What is being asked ▸
In the data that follows, every line containing the word "above" should be returned.

[Available records — start]

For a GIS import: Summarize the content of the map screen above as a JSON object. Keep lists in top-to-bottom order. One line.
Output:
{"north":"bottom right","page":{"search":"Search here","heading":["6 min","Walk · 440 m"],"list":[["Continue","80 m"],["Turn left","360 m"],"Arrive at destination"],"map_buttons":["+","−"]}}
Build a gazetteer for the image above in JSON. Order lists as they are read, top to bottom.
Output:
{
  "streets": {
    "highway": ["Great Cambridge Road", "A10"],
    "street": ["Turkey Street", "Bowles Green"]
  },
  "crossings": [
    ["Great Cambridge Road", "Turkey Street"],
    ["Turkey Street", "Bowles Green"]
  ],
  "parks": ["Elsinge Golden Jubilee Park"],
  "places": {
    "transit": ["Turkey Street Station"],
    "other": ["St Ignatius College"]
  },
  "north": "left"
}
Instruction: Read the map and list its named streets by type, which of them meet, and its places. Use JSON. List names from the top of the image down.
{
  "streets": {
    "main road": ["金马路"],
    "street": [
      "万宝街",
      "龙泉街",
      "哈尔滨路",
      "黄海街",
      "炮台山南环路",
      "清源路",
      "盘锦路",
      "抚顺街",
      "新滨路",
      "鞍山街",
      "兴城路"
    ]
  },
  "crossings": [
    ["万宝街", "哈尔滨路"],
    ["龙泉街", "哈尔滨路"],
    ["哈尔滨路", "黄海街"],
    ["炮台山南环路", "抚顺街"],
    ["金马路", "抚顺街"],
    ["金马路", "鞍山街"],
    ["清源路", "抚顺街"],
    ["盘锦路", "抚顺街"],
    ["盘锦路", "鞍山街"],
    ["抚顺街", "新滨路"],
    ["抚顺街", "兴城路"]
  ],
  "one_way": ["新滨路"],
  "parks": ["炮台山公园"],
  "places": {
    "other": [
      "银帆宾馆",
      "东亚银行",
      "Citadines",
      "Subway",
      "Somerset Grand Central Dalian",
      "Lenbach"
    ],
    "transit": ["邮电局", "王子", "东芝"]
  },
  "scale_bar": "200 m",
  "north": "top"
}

[Available records — finish]

Expected answer ▸
For a GIS import: Summarize the content of the map screen above as a JSON object. Keep lists in top-to-bottom order. One line.
Build a gazetteer for the image above in JSON. Order lists as they are read, top to bottom.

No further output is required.